___ Source data ___

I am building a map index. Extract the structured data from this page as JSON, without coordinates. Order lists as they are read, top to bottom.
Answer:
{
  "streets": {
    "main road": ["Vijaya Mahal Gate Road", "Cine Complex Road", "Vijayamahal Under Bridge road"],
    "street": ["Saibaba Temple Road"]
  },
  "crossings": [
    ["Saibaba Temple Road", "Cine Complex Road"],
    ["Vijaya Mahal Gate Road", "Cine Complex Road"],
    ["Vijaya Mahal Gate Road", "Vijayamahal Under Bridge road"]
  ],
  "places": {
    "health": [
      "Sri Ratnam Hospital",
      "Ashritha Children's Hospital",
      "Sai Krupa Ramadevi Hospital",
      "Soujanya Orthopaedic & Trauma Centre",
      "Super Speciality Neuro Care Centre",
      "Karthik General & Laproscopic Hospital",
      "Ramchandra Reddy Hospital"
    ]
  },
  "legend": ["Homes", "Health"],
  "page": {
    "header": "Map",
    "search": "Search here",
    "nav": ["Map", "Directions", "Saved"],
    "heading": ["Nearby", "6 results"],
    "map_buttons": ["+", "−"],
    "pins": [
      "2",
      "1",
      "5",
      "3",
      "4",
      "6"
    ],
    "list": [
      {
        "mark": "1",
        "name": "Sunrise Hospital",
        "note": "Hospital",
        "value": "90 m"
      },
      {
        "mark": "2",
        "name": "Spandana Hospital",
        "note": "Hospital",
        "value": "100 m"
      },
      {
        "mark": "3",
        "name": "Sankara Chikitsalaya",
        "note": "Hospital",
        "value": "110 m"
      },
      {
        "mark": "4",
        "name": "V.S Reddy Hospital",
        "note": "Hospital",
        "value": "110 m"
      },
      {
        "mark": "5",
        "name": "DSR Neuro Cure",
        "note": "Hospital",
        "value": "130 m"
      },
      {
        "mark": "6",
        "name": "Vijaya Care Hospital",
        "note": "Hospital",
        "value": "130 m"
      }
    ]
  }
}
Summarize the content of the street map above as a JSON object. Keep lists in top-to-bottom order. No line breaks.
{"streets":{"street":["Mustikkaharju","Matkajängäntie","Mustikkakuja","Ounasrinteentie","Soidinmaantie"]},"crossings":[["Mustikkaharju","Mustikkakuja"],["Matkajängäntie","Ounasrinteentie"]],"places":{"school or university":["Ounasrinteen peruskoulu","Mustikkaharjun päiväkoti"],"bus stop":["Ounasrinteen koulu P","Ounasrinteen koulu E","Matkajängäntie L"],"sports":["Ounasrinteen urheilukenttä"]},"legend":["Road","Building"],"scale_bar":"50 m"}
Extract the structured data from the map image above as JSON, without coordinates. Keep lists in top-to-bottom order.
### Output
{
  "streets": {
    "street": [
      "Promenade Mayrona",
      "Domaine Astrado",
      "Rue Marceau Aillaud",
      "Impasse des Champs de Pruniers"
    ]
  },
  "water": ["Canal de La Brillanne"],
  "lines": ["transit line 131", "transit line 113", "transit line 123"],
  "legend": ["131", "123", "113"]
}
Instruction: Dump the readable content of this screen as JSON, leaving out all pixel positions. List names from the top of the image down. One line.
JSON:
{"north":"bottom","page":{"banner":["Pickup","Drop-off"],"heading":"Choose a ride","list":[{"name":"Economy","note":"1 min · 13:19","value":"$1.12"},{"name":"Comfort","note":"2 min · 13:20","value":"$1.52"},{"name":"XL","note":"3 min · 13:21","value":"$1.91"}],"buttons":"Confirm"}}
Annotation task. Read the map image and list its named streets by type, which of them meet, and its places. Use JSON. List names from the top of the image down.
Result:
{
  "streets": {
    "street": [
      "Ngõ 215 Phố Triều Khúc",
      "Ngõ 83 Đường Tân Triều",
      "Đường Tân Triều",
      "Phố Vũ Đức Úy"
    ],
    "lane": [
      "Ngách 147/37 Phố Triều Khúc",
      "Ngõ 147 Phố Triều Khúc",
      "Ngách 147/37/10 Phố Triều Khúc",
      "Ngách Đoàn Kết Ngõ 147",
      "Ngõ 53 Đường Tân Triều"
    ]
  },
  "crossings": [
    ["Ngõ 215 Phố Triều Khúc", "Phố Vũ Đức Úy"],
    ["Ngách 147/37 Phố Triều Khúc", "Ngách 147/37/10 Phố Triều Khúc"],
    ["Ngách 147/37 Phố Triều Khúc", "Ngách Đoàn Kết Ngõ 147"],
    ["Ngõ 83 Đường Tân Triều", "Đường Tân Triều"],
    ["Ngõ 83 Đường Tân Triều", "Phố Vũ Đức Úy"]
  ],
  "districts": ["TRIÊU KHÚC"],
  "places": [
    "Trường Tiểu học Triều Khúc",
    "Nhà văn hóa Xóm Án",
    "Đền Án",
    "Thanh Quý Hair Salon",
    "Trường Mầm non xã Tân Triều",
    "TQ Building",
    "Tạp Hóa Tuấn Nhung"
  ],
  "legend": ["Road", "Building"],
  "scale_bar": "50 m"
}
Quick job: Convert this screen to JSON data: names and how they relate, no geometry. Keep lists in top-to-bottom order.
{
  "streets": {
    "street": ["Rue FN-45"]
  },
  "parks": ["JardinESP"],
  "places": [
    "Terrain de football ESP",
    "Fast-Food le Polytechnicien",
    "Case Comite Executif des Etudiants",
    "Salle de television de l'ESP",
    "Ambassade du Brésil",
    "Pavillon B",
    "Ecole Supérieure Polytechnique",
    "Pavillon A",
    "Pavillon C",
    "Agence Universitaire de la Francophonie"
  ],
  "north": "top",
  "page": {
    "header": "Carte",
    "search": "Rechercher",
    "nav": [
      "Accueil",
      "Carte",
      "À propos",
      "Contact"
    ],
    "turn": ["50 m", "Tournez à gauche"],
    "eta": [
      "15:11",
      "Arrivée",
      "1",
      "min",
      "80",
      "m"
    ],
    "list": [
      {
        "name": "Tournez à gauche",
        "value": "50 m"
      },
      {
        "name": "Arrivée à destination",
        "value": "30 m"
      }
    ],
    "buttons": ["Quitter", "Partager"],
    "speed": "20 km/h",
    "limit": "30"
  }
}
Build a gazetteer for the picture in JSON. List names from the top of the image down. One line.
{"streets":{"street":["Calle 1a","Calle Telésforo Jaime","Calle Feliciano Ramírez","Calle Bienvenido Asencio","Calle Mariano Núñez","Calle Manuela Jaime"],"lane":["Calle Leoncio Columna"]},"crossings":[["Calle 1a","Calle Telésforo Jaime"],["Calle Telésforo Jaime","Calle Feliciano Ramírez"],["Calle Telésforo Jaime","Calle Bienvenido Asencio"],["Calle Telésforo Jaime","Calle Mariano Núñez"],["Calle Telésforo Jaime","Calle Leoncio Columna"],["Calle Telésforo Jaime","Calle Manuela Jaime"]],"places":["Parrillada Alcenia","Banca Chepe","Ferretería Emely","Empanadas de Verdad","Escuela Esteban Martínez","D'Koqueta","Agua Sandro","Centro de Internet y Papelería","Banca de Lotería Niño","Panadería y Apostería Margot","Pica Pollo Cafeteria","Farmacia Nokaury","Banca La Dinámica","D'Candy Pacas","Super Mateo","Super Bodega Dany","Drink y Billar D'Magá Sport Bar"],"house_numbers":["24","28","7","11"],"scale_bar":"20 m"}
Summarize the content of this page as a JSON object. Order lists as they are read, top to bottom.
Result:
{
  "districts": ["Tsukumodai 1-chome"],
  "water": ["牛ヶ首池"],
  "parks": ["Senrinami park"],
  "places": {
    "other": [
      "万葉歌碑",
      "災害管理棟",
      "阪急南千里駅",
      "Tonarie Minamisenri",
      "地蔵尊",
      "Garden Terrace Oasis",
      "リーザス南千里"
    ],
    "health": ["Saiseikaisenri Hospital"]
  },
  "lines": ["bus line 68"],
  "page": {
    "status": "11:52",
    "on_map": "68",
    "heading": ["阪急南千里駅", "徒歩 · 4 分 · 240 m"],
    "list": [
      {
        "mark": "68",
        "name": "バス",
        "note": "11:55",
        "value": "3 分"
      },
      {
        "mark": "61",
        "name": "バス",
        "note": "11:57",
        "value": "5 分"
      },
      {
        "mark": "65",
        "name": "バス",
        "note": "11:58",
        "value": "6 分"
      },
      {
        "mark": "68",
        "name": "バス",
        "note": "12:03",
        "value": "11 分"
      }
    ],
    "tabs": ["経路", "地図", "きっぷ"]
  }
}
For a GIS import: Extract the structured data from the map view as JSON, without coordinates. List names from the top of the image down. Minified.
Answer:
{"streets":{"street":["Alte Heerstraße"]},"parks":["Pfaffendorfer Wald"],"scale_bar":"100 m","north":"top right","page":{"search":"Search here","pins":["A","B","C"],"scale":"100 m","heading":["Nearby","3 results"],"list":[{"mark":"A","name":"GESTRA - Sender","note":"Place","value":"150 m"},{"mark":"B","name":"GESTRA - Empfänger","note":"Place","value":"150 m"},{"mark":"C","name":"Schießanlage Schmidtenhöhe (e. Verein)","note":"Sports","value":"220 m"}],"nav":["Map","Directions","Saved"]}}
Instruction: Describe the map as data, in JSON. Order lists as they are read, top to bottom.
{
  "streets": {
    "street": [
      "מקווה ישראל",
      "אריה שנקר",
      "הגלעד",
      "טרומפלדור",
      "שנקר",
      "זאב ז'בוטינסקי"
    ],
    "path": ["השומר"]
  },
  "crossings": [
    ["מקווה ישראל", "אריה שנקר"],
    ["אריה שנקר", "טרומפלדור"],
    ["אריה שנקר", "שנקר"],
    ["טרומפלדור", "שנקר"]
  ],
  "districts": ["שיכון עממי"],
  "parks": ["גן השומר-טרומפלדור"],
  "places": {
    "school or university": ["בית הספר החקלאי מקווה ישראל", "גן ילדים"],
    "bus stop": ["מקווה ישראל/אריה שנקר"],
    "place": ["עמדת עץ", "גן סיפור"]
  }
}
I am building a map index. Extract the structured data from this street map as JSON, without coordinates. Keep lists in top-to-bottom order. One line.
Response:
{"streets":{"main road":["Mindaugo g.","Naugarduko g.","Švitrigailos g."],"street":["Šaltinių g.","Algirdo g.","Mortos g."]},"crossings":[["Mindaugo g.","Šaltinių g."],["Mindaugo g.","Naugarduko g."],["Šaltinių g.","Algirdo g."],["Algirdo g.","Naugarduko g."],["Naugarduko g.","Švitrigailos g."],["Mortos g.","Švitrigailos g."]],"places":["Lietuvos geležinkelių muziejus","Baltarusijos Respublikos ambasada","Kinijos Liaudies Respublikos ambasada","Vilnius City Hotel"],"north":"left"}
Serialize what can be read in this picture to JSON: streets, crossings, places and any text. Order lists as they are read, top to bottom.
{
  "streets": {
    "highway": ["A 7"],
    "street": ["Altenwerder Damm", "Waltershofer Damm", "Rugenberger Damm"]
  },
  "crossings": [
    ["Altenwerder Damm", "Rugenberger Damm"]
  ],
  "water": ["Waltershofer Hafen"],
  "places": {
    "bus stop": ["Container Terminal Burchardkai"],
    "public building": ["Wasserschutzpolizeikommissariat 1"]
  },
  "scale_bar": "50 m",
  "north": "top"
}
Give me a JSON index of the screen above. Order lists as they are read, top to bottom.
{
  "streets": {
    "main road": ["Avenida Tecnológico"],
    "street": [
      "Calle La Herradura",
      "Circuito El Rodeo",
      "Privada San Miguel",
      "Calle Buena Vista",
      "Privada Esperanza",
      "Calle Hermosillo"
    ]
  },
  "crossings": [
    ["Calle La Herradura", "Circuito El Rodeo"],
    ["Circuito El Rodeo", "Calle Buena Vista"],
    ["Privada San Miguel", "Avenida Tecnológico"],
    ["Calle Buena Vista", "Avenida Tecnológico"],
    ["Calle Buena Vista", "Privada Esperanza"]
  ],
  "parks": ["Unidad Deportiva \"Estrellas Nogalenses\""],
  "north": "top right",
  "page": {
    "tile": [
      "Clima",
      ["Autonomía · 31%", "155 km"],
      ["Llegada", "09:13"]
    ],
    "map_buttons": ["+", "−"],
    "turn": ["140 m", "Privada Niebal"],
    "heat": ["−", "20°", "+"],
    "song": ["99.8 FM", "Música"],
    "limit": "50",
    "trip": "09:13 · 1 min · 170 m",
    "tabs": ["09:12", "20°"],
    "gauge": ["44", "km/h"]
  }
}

___

Task to complete -
Out of the entries, pull every line that mentions "Extract".

Solution to the problem -
I am building a map index. Extract the structured data from this page as JSON, without coordinates. Order lists as they are read, top to bottom.
Extract the structured data from the map image above as JSON, without coordinates. Keep lists in top-to-bottom order.
For a GIS import: Extract the structured data from the map view as JSON, without coordinates. List names from the top of the image down. Minified.
I am building a map index. Extract the structured data from this street map as JSON, without coordinates. Keep lists in top-to-bottom order. One line.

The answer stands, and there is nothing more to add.